Aim of the exercise → The reply should contain every entry exactly as given, with no pictures in it.

═══ Extracted entries ═══

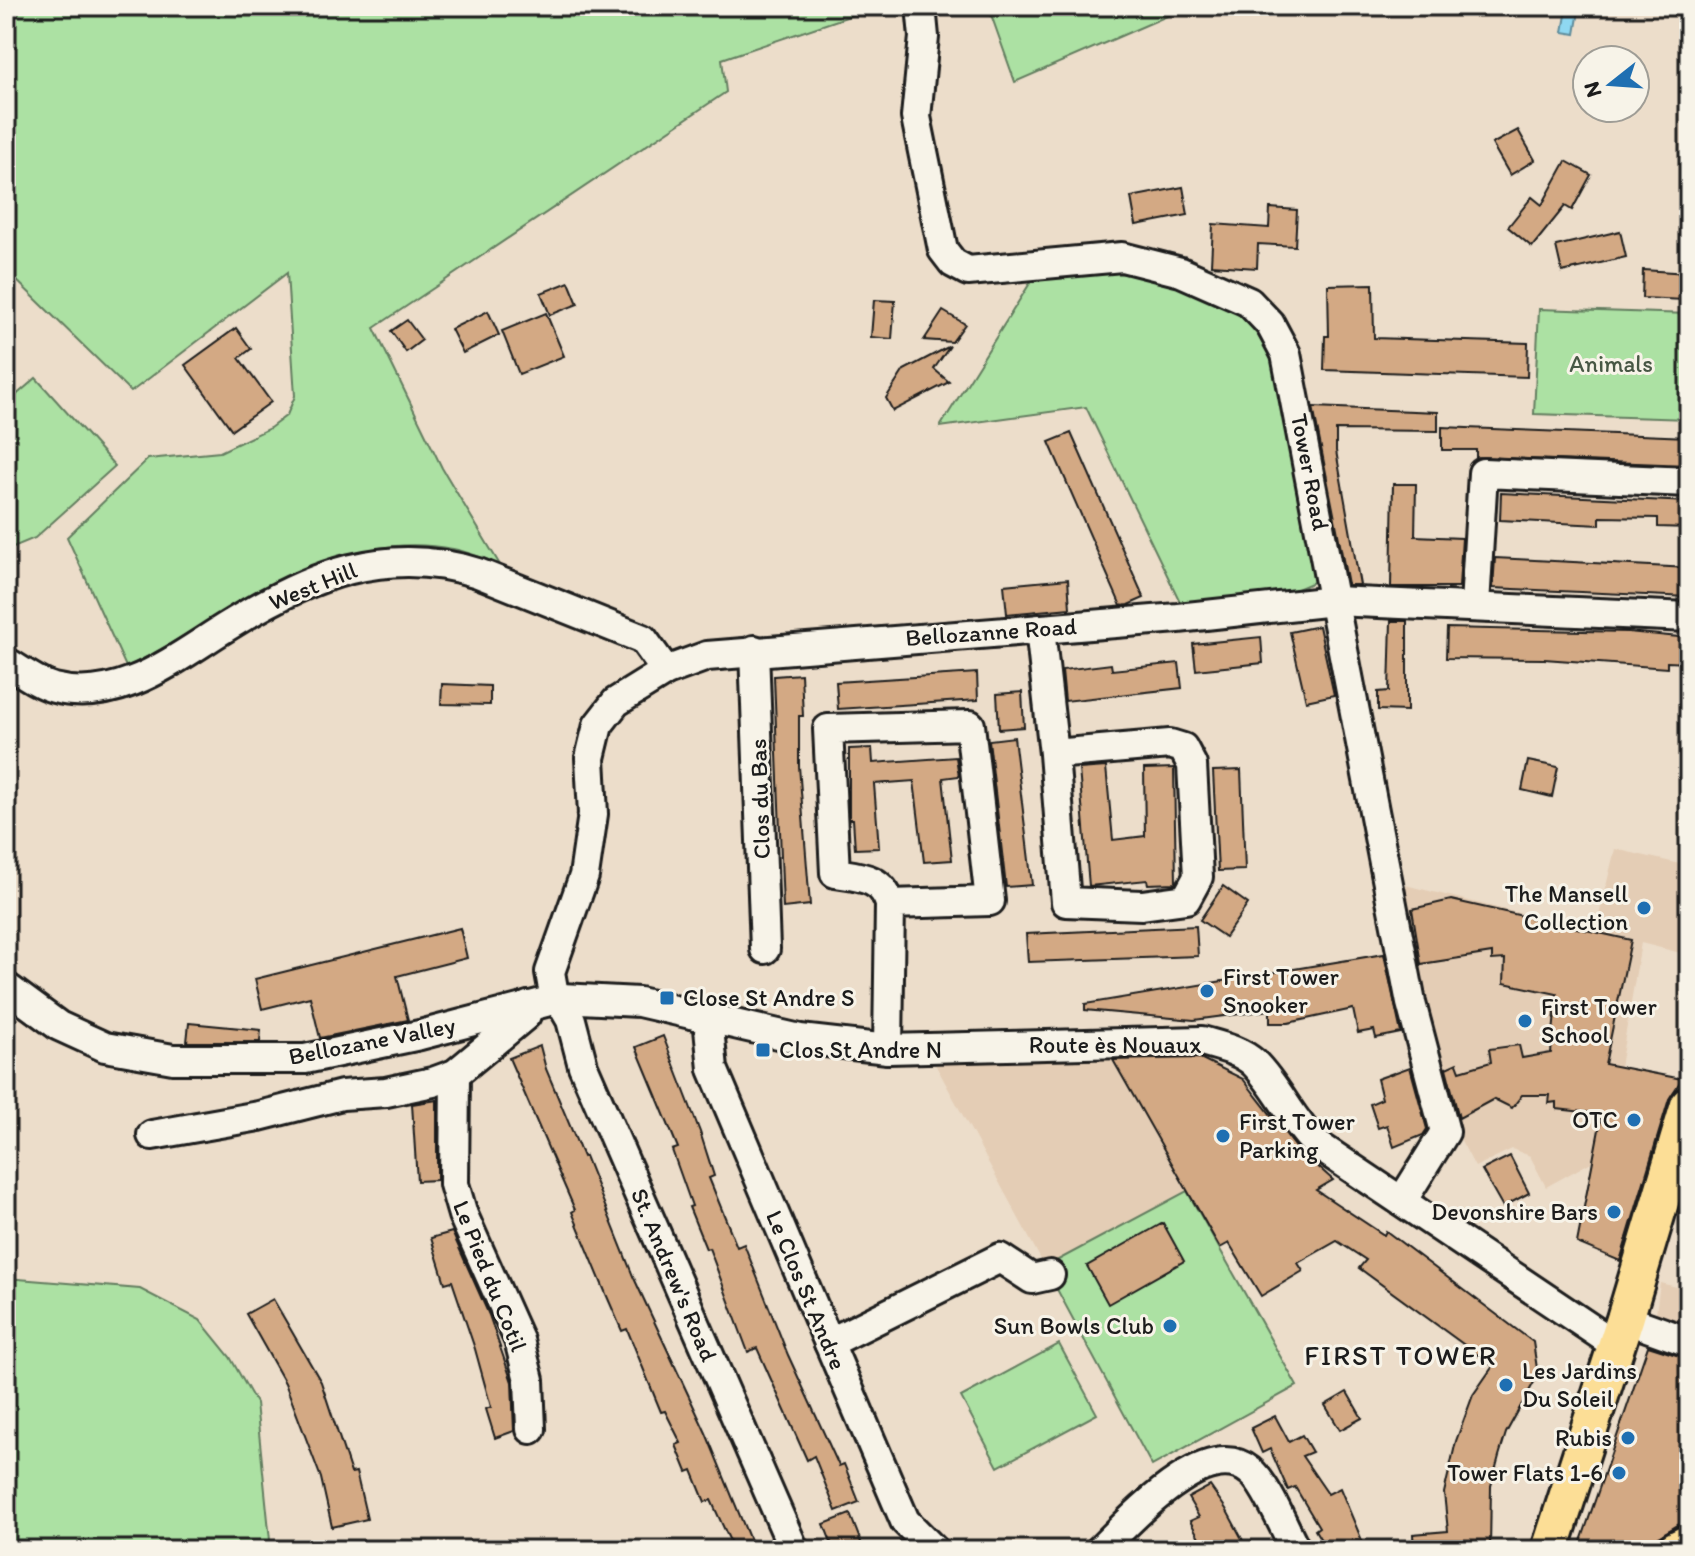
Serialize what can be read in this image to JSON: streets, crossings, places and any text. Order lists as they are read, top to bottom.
{
  "streets": {
    "street": [
      "Tower Road",
      "West Hill",
      "Bellozanne Road",
      "Clos du Bas",
      "Bellozane Valley",
      "Route ès Nouaux",
      "St. Andrew's Road",
      "Le Pied du Cotil",
      "Le Clos St Andre"
    ]
  },
  "crossings": [
    ["Tower Road", "Bellozanne Road"],
    ["Tower Road", "Route ès Nouaux"],
    ["West Hill", "Bellozanne Road"],
    ["Bellozanne Road", "Clos du Bas"],
    ["Bellozanne Road", "Bellozane Valley"],
    ["Bellozanne Road", "Route ès Nouaux"],
    ["Bellozanne Road", "St. Andrew's Road"],
    ["Bellozane Valley", "Route ès Nouaux"],
    ["Bellozane Valley", "St. Andrew's Road"],
    ["Route ès Nouaux", "St. Andrew's Road"],
    ["Route ès Nouaux", "Le Clos St Andre"]
  ],
  "districts": ["FIRST TOWER"],
  "parks": ["Animals"],
  "places": {
    "other": [
      "The Mansell Collection",
      "First Tower Snooker",
      "First Tower School",
      "OTC",
      "First Tower Parking",
      "Devonshire Bars",
      "Sun Bowls Club",
      "Les Jardins Du Soleil",
      "Rubis",
      "Tower Flats 1-6"
    ],
    "transit": ["Close St Andre S", "Clos St Andre N"]
  },
  "north": "left"
}
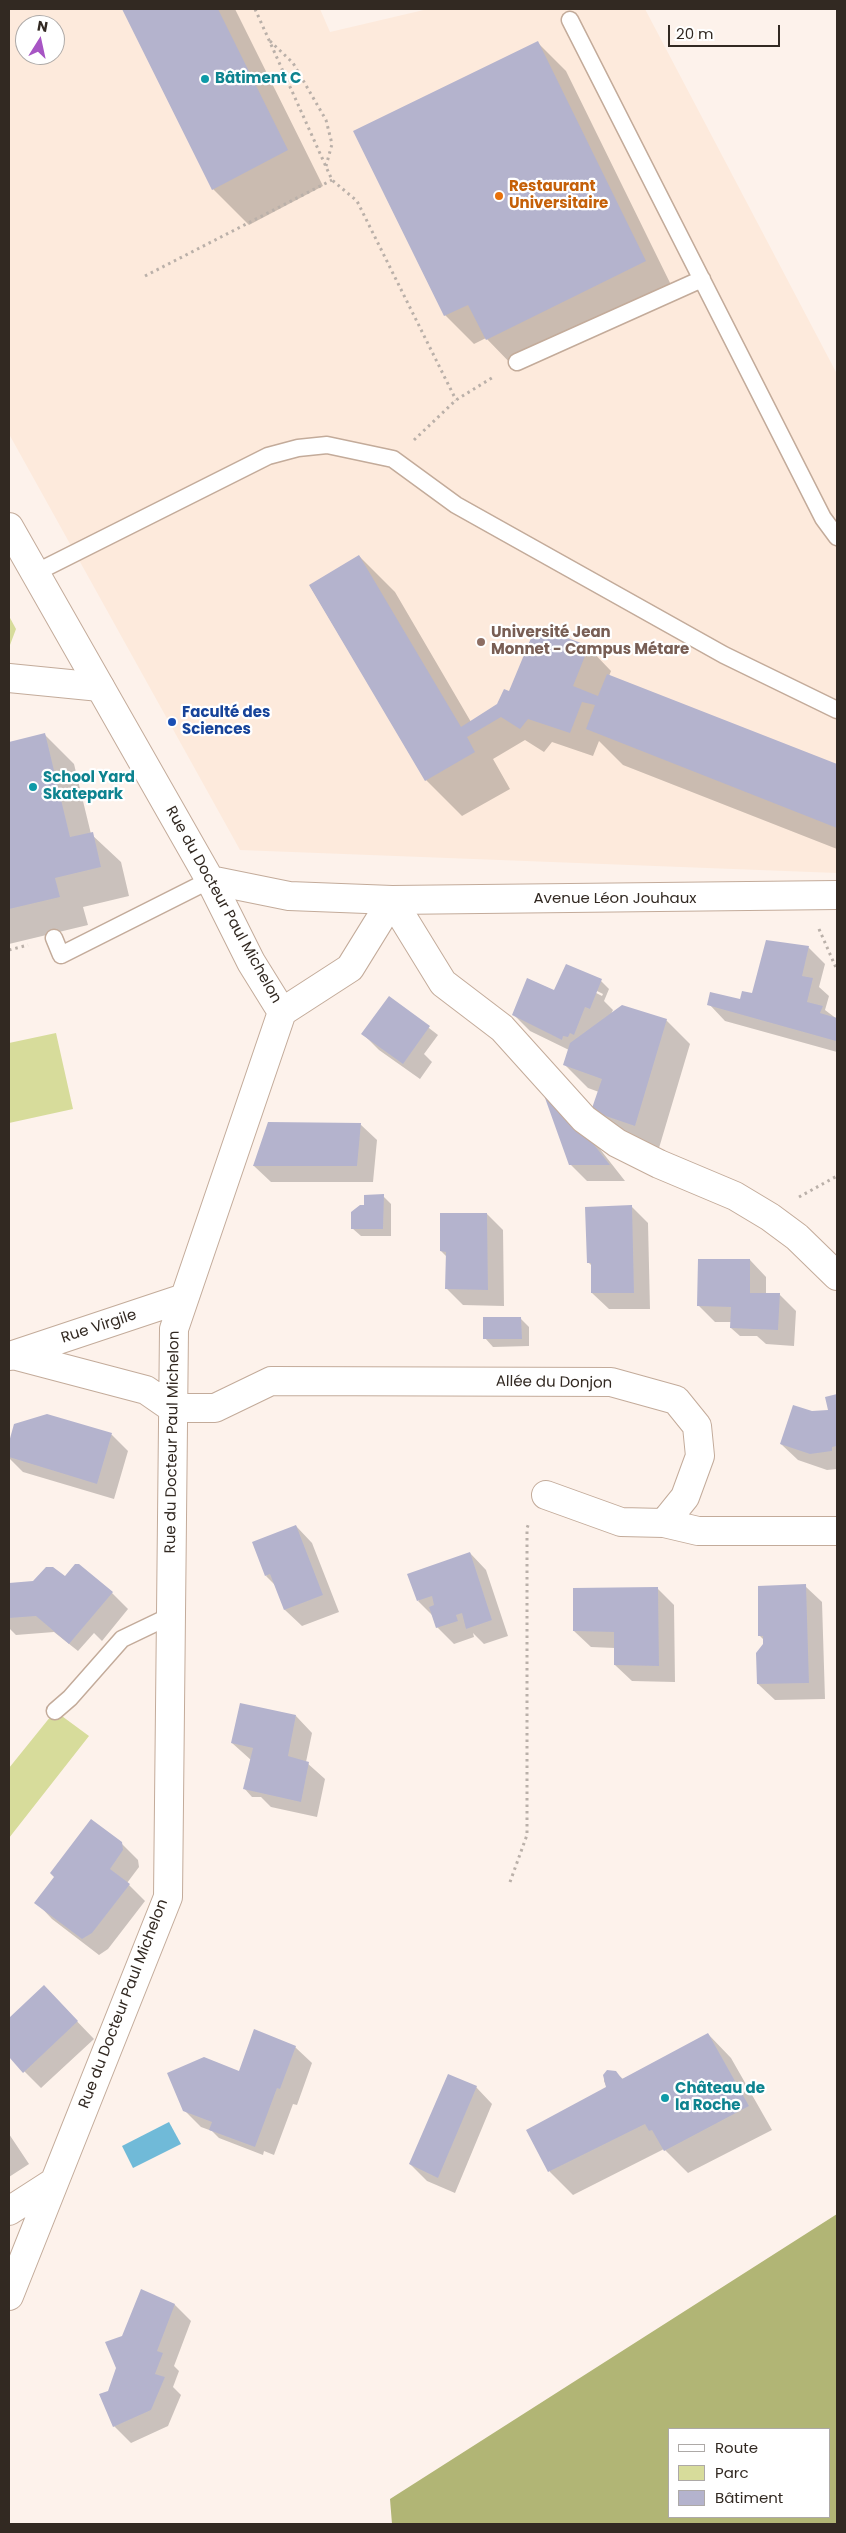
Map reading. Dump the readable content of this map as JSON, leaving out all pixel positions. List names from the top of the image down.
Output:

═══

Response →
Serialize what can be read in this image to JSON: streets, crossings, places and any text. Order lists as they are read, top to bottom.
{
  "streets": {
    "street": [
      "Tower Road",
      "West Hill",
      "Bellozanne Road",
      "Clos du Bas",
      "Bellozane Valley",
      "Route ès Nouaux",
      "St. Andrew's Road",
      "Le Pied du Cotil",
      "Le Clos St Andre"
    ]
  },
  "crossings": [
    ["Tower Road", "Bellozanne Road"],
    ["Tower Road", "Route ès Nouaux"],
    ["West Hill", "Bellozanne Road"],
    ["Bellozanne Road", "Clos du Bas"],
    ["Bellozanne Road", "Bellozane Valley"],
    ["Bellozanne Road", "Route ès Nouaux"],
    ["Bellozanne Road", "St. Andrew's Road"],
    ["Bellozane Valley", "Route ès Nouaux"],
    ["Bellozane Valley", "St. Andrew's Road"],
    ["Route ès Nouaux", "St. Andrew's Road"],
    ["Route ès Nouaux", "Le Clos St Andre"]
  ],
  "districts": ["FIRST TOWER"],
  "parks": ["Animals"],
  "places": {
    "other": [
      "The Mansell Collection",
      "First Tower Snooker",
      "First Tower School",
      "OTC",
      "First Tower Parking",
      "Devonshire Bars",
      "Sun Bowls Club",
      "Les Jardins Du Soleil",
      "Rubis",
      "Tower Flats 1-6"
    ],
    "transit": ["Close St Andre S", "Clos St Andre N"]
  },
  "north": "left"
}
Map reading. Dump the readable content of this map as JSON, leaving out all pixel positions. List names from the top of the image down.
Output:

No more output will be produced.